» **EXERCISE**: Please copy each line in the records below that contains the string "controls".

» **RECORD EXCERPTS**:

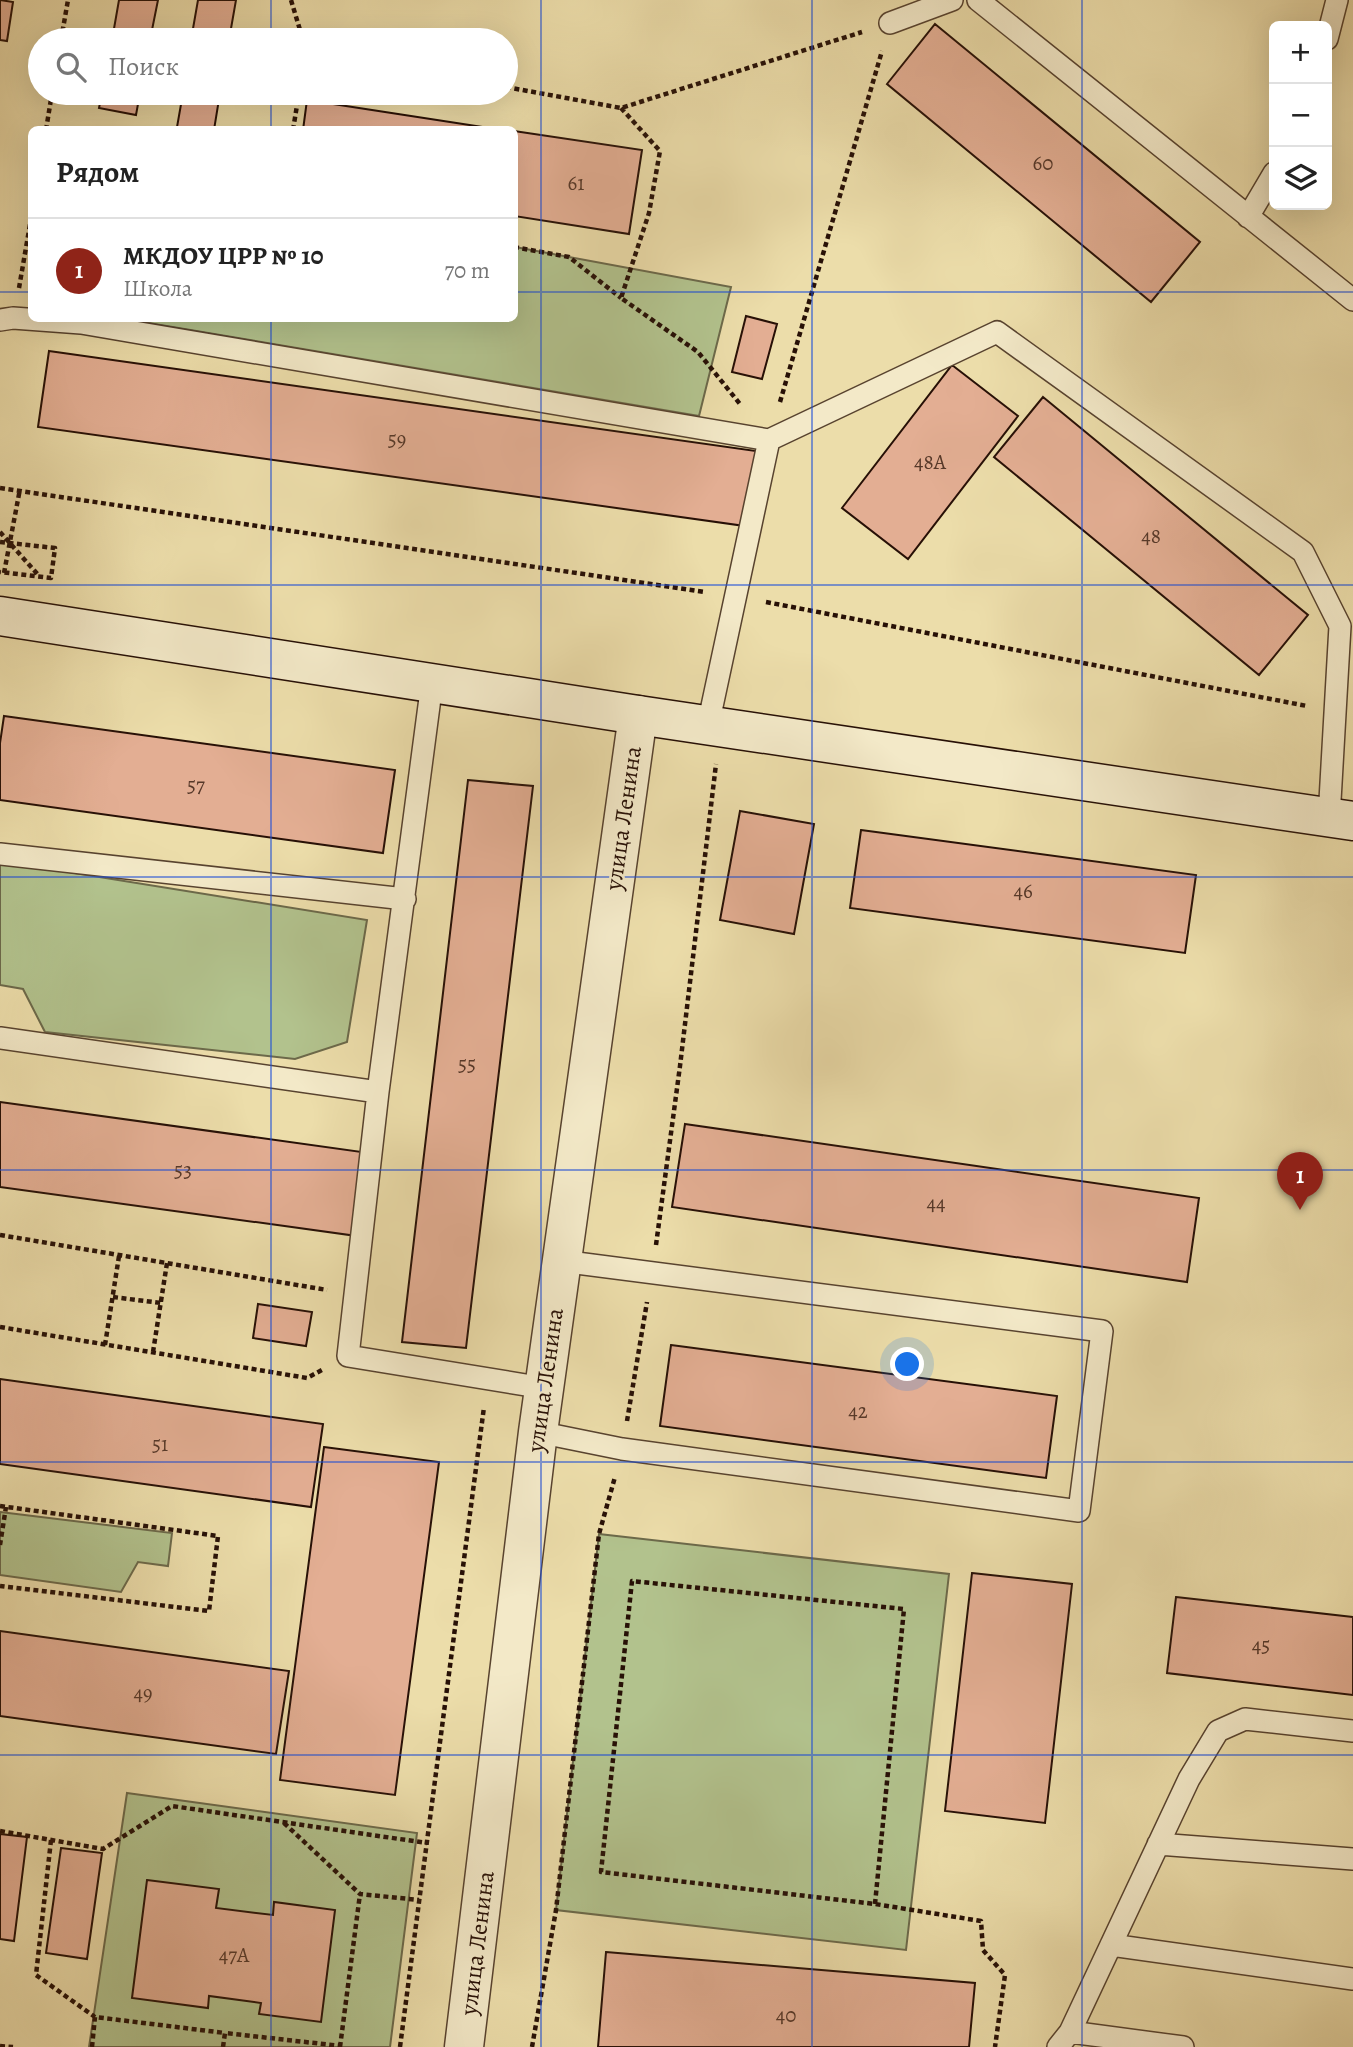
<!DOCTYPE html>
<html lang="ru">
<meta charset="utf-8">
<style>
body{margin:0;font-family:Alegreya,serif;background:#f2f2f2;color:#222}
.controls{position:absolute;right:21px;top:21px;display:grid;overflow:hidden;border-radius:10px;box-shadow:0 7px 28px #0002}
.controls button{width:63px;height:63px;display:grid;place-items:center;padding:0;border:0;border-bottom:2px solid #e0e0e0;background:#fff;color:#222;font:35px sans-serif}
.you{position:absolute;left:908px;top:1365px;width:24px;height:24px;margin:-18px;border:5px solid #fff;border-radius:50%;background:#1a73e8;box-shadow:0 0 0 10px #1a73e833}
.badge{display:grid;place-items:center;width:46px;height:46px;border-radius:50%;background:#8f2418;color:#fff;font-size:23px;font-weight:700}
.pin{position:absolute;translate:-50% -58px;filter:drop-shadow(0 2px 4px #0008)}
.pin::after{content:'';position:absolute;top:37px;width:24px;height:21px;background:inherit;clip-path:polygon(0 0,100% 0,50% 100%)}
.list{margin:0;padding:0;list-style:none}
h2{display:flex;justify-content:space-between;align-items:center;height:91px;margin:0;padding:0 28px;font-size:30px}
h2 small{font-size:23px;font-weight:400;color:#767676}
.list li{display:grid;grid-template-columns:46px 1fr auto;gap:21px;align-items:center;box-sizing:border-box;height:105px;padding:0 28px;border-top:2px solid #e0e0e0}
.list b{display:block;font-size:26px;white-space:nowrap}
.list p{margin:0;font-size:23px;white-space:nowrap;color:#767676}
.list em{font-size:23px;font-style:normal;color:#767676}
.icon{flex:none;width:38px;height:38px;fill:none;stroke:currentColor;stroke-width:2;stroke-linecap:round;stroke-linejoin:round}
.map{position:relative;flex:none;width:1353px;height:2047px;overflow:hidden}
.search{position:absolute;background:#fff;box-shadow:0 7px 28px #0002;left:28px;top:28px;width:490px;height:77px;display:flex;align-items:center;gap:18px;box-sizing:border-box;padding:0 24px;border-radius:38px;color:#767676;font-size:26px}
.panel{position:absolute;background:#fff;box-shadow:0 7px 28px #0002;left:28px;top:126px;width:490px;height:196px;border-radius:10px}
.map>svg:first-child{display:block}
</style>
<div class="map">
<svg width="1353" height="2047" viewBox="0 0 1353 2047">
<rect width="100%" height="100%" fill="#ecddaa"/>
<filter id="stains"><feTurbulence type="fractalNoise" baseFrequency=".00286" numOctaves="4"/><feColorMatrix values="0 0 0 0 .2 0 0 0 0 .09 0 0 0 0 .02 0 0 0 .5 -.17"/></filter>
<radialGradient id="worn" r=".72"><stop offset=".6" stop-color="#630" stop-opacity="0"/><stop offset="1" stop-color="#630" stop-opacity=".3"/></radialGradient>
<path fill="#b2c28d" stroke="#6c694a" stroke-width="2" d="M515,247L731,287L699,416L125,319L514,318Z
M0,861L367,920L347,1042L295,1059L45,1032L23,989L0,985Z
M0,1512L172,1533L168,1566L138,1562L121,1592L0,1575Z
M599,1534L949,1574L906,1950L556,1910Z
M127,1793L417,1833L390,2047H89Z"/>
<path fill="#e3ae93" stroke="#271006" stroke-width="2" d="M0,0L13,2L7,41L0,40Z
M119,0H158L150,40H112Z
M198,0H236L229,40H191Z
M935,24L1200,242L1151,302L887,84Z
M102,93H140L136,115L99,108Z
M183,93H220L214,130L177,127Z
M307,100L502,130H303Z
M514,131L642,150L629,234L514,216Z
M746,316L777,324L762,379L732,372Z
M49,351L756,451L745,526L38,427Z
M952,365L1018,416L908,559L842,508Z
M1043,397L1308,615L1259,675L994,457Z
M4,716L395,770L383,853L0,800V743Z
M468,780L533,786L466,1348L402,1342Z
M740,811L814,824L794,934L720,920Z
M861,830L1196,875L1185,953L850,908Z
M0,1102L369,1153L357,1236L0,1187Z
M685,1124L1199,1198L1187,1282L672,1207Z
M258,1304L312,1312L306,1346L253,1338Z
M671,1345L1057,1396L1046,1478L660,1426Z
M0,1379L323,1424L311,1507L0,1464Z
M324,1447L439,1462L395,1795L280,1780Z
M972,1573L1072,1584L1045,1823L945,1811Z
M1176,1597L1353,1617V1695L1167,1673Z
M0,1631L289,1671L276,1754L0,1716Z
M0,1834L27,1837L14,1941L0,1939Z
M61,1848L102,1853L87,1959L46,1953Z
M147,1880L219,1889L216,1908L273,1915L274,1902L335,1910L321,2022L259,2014L261,2003L209,1996L208,2008L132,1998Z
M606,1952L975,1983L969,2047H598Z"/>
<g fill="none" stroke-linecap="round" stroke-linejoin="round">
<g stroke="#58432f" stroke-width="24">
<path id="lane" d="M978,0L1353,300
M890,23L952,0
M1327,39L1337,0
M1248,217L1274,173
M0,320L13,318L81,323L769,440L708,725
M769,440L997,332L1303,552L1340,626L1329,818
M432,683L378,1092L348,1356L544,1388
M0,854L405,899
M0,1038L378,1092
M538,1432L622,1449L1079,1511L1102,1331L561,1261
M1158,1844L1353,1859
M1111,1945L1353,1979
M1070,2032L1183,2047
M1058,2047L1070,2032L1189,1779L1218,1731L1245,1719L1353,1731"/>
</g>
<g stroke="#58432f" stroke-width="41">
<path id="street" d="M464,2047L538,1432L638,715"/>
</g>
<g stroke="#271006" stroke-width="41">
<path id="secondary" d="M0,616L638,715L1353,821"/>
</g>
<path stroke="#271006" stroke-width="4.5" stroke-dasharray="5 3.5" stroke-linecap="butt" d="M291,0L303,40
M61,40L68,0
M506,87L621,108L862,32
M621,108L660,151L649,213L621,298L698,352L740,404
M46,130L52,93
M293,130L299,93
M514,247L569,257L621,298
M19,288L32,213
M780,402L882,51
M0,488L705,592
M0,532L40,577
M0,542L55,548L51,578L0,572
M4,573L20,489
M766,602L1307,706
M0,1235L327,1290
M656,1245L680,1066L716,764
M113,1297L161,1303
M0,1327L307,1378L322,1370
M105,1345L119,1256
M153,1352L167,1263
M627,1421L647,1302
M0,1506L218,1536L209,1611L0,1586
M0,1545L6,1507
M284,1823L360,1894L419,1900
M0,1831L103,1849L172,1806L427,1843
M51,1840L36,1975L95,2017
M875,1904L904,1609L632,1581L601,1872L875,1904L981,1921L983,1950L1005,1975L995,2047
M0,2046L13,2047
M92,2047L95,2017L225,2033
M223,2047L225,2033L341,2046
M340,2047L360,1894
M400,2047L484,1407
M532,2047L556,1910L599,1534L615,1477"/>
<use href="#lane" stroke="#f3e9c8" stroke-width="21"/>
<use href="#street" stroke="#f3e9c8" stroke-width="38"/>
<use href="#secondary" stroke="#f3e9c8" stroke-width="38"/>
</g>
<path fill="none" stroke="#1d4ed8" stroke-width="2" stroke-opacity="0.55" d="M271,0V40M541,0V2047M812,0V2047M1082,0V2047M271,93V130M0,292H32M514,292H1353M271,318V2047M0,585H1353M0,877H1353M0,1170H1353M0,1462H1353M0,1755H1353"/>
<g text-anchor="middle" dominant-baseline="central" stroke-width="5" stroke-linejoin="round" paint-order="stroke">
<g font-size="21" fill="#563829">
<text x="1043" y="163">60</text>
<text x="576" y="183">61</text>
<text x="397" y="439">59</text>
<text x="930" y="462">48А</text>
<text x="1151" y="536">48</text>
<text x="196" y="785">57</text>
<text x="1023" y="891">46</text>
<text x="467" y="1064">55</text>
<text x="183" y="1170">53</text>
<text x="936" y="1203">44</text>
<text x="858" y="1411">42</text>
<text x="160" y="1444">51</text>
<text x="1261" y="1645">45</text>
<text x="143" y="1693">49</text>
<text x="234" y="1955">47А</text>
<text x="786" y="2015">40</text>
</g>
<g font-size="24" fill="#271006" stroke="#f3e9c8">
<text transform="translate(623 818) rotate(-82)">улица Ленина</text>
<text transform="translate(545 1380) rotate(-82)">улица Ленина</text>
<text transform="translate(477 1943) rotate(-83)">улица Ленина</text>
</g>
</g>
<rect width="100%" height="100%" filter="url(#stains)"/>
<rect width="100%" height="100%" fill="url(#worn)"/>
</svg>
<div class="controls">
<button>+</button>
<button>−</button>
<button><svg class="icon" aria-label="layers" viewBox="0 0 24 24"><path d="M12 4l9 5-9 5-9-5zM3 14l9 5 9-5"/></svg></button>
</div>
<div class="you"></div>
<div class="pin badge" style="left:1300px;top:1210px">1</div>
<div class="search"><svg class="icon" aria-label="search" viewBox="0 0 24 24"><circle cx="10" cy="10" r="6"/><path d="M15 15l6 6"/></svg>Поиск</div>
<section class="panel">
<h2>Рядом<small></small></h2>
<ul class="list">
<li><span class="badge">1</span><div><b>МКДОУ ЦРР № 10</b><p>Школа</p></div><em>70 m</em></li>
</ul>
</section>
</div>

» **RESPONSE BOX**:
.controls{position:absolute;right:21px;top:21px;display:grid;overflow:hidden;border-radius:10px;box-shadow:0 7px 28px #0002}
.controls button{width:63px;height:63px;display:grid;place-items:center;padding:0;border:0;border-bottom:2px solid #e0e0e0;background:#fff;color:#222;font:35px sans-serif}
<div class="controls">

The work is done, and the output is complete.